The air of Séamus Ó Grianna’s Tráthnóna beag aréir was played at the close of the service before Pat’s remains were carried to the waiting hearse. A small group of onlookers paid their respects from Infirmary Road but as the funeral cortege made its way out of the Cathedral grounds onto Creggan Street the streets were lined and there was an outbreak of spontaneous applause. People stood at their doors on Marlborough, Beechwood and Laburnum to say their farewells and there was further applause as the cortege passed West End Park, the place Pat and John had lived together for many years. All along the Lone Moor people paused to pay their respects as the procession made its way to the City Cemetery where Pat Hume would be interred alongside John in their final resting place.
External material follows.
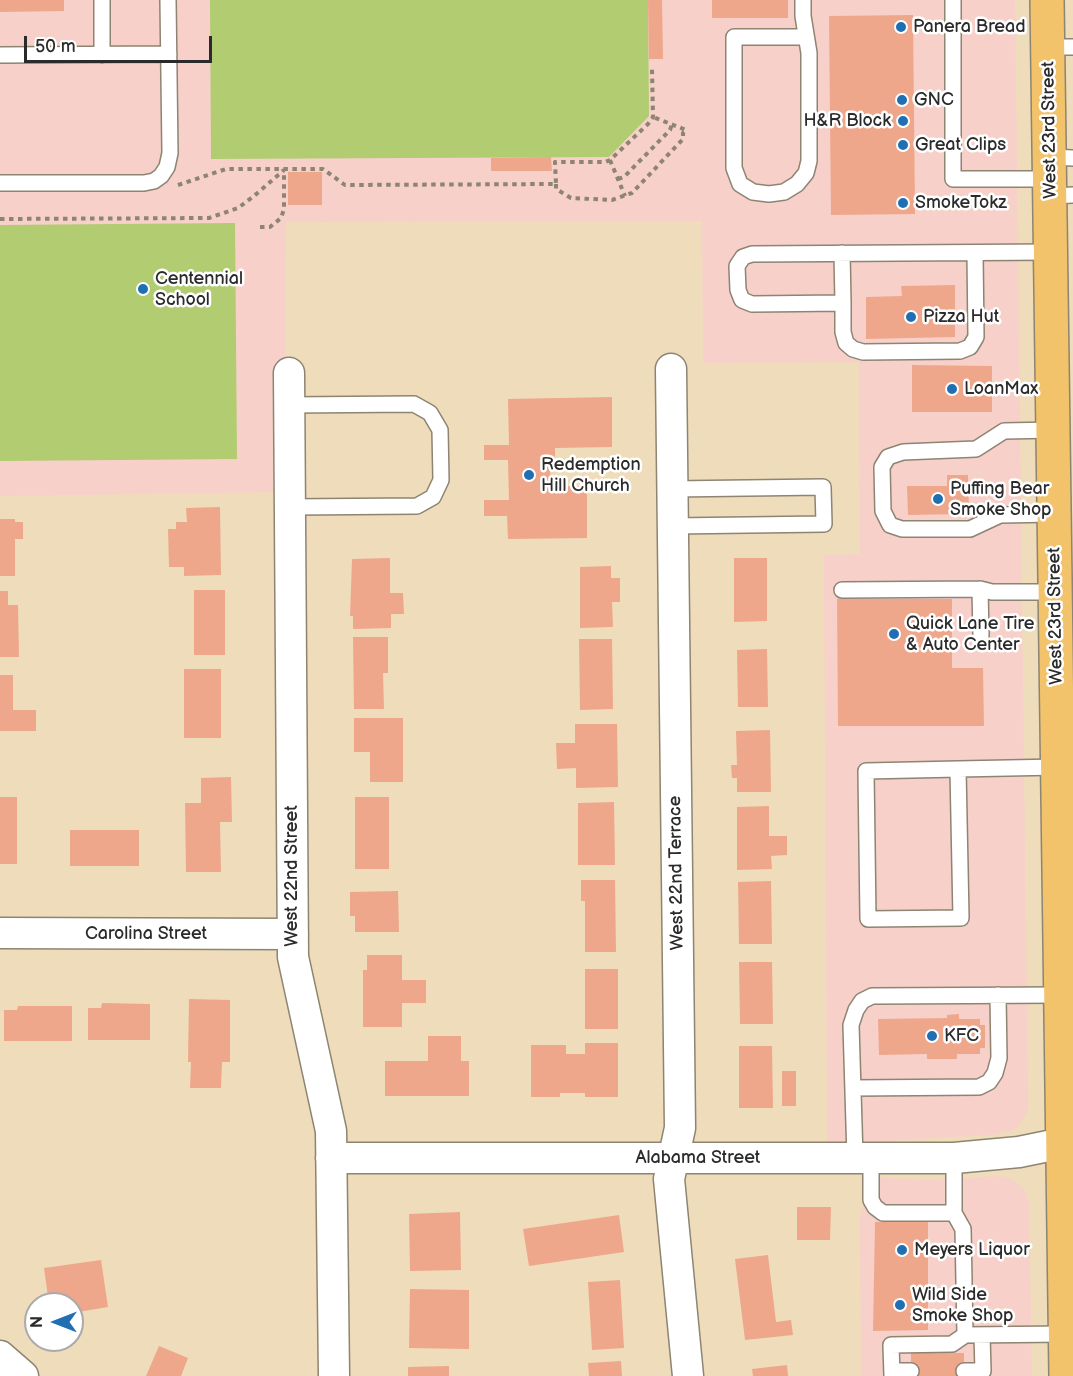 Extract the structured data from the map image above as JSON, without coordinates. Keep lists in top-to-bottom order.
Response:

“Mum knew everyone and everyone knew mum,” was Aidan’s tribute today. “That’s just the way she was. A trip to the supermarket with her would often turn out to be a half day event. As her good friend and colleague John Tierney would often say, the only person who could beat John Hume in an election in Derry was Pat. Whilst we’ll never fully find the words to express what an amazing person she was and we are all very sad today, we are all beyond grateful for the life of this incredible woman.”
Pat Hume is mourned by her children Thérèse, Áine, Aidan, John and Mo, her sons- and daughters-in-law, Kevin, Willie, Kela, Gail and Dave, her grandchildren Aedín, Michael, Roisín, Dee, Daniel, Ruairí, Marni, Úna, Ronan, Ciara, Isabel, Eamon, Ollie, Rachel, Darragh and Aoibhe, her great-grandchildren Aoibhínn and Clodagh and her sister May. Ar dheis Dé go raibh a hanam dhílis. RIP Pat.